Die Staatsanwaltschaft und die Kriminalpolizei wenden sich daher mit der Veröffentlichung eines vom Landeskriminalamt gefertigten Phantombildes, das den Täter darstellen soll, an die Bevölkerung und fragen:

   - Wer kennt die Person, die dem Phantombild ähnlich sieht?
   - Wem ist die Person bereits vor oder nach der Tat in der 
     Schnurstraße oder in der Innenstadt aufgefallen?
   - Wer hat etwas von dem Geschehen mitbekommen oder die Flucht des 
     Täters beobachtet?

Die Kriminalpolizei bittet nun Zeugen, die Hinweise auf den Täter geben können, sich umgehend bei der Kriminalpolizei unter der Rufnummer 06181 100-123 zu melden. Der Täter hat schwarze kurze Haare, einen Dreitagebart und ist 1,80 bis 1,85 Meter groß und schlank.

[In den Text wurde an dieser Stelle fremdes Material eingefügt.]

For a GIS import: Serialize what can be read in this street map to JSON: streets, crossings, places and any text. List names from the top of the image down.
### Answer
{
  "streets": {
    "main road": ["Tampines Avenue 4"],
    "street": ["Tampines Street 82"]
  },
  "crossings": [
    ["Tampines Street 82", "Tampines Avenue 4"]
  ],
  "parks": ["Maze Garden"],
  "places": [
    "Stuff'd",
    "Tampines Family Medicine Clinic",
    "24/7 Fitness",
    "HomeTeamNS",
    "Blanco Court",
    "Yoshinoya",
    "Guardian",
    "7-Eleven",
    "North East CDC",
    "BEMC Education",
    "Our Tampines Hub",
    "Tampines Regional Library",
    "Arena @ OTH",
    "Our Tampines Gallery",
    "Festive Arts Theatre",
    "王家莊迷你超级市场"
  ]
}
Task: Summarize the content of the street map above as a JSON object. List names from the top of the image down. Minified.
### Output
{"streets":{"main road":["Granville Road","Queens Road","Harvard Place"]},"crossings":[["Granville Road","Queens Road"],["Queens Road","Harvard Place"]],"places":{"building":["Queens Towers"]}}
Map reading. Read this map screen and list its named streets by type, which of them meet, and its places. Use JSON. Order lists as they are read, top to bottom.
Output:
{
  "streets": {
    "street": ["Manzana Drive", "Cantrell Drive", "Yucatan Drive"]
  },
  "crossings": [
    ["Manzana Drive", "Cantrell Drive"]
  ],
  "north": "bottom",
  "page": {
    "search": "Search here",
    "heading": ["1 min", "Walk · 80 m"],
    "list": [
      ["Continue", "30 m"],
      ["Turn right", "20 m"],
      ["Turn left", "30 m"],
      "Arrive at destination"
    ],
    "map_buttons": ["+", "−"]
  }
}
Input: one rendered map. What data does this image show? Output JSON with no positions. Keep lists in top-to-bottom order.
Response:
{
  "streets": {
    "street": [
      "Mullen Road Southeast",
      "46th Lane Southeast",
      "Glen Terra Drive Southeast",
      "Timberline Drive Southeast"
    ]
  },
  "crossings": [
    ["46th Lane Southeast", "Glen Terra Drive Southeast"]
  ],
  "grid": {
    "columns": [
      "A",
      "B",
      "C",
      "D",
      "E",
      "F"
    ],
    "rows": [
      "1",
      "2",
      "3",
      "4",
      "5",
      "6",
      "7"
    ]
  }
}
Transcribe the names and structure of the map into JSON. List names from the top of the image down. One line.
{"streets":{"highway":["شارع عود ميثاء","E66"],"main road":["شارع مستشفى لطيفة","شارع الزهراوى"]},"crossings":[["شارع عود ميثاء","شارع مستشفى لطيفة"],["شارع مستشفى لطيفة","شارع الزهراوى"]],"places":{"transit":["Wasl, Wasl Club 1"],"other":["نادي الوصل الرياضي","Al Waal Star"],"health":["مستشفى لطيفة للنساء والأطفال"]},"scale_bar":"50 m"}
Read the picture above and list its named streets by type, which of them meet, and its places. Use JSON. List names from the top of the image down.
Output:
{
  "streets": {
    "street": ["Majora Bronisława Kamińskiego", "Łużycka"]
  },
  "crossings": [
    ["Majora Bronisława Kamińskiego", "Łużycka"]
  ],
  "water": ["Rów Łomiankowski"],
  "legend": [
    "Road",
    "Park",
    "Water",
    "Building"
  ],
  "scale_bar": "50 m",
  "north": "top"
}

Bekleidet war er mit einer dunklen Jacke, einer blauen Jeans und mit schwarzen Schuhen. An einem Handgelenk trug der Täter ein silbernes Armband.

Auskünfte zu dieser Meldung erteilt der Pressesprecher der Staatsanwaltschaft, Herr Oberstaatsanwalt Dominik Mies, unter der Rufnummer 06181 297-385.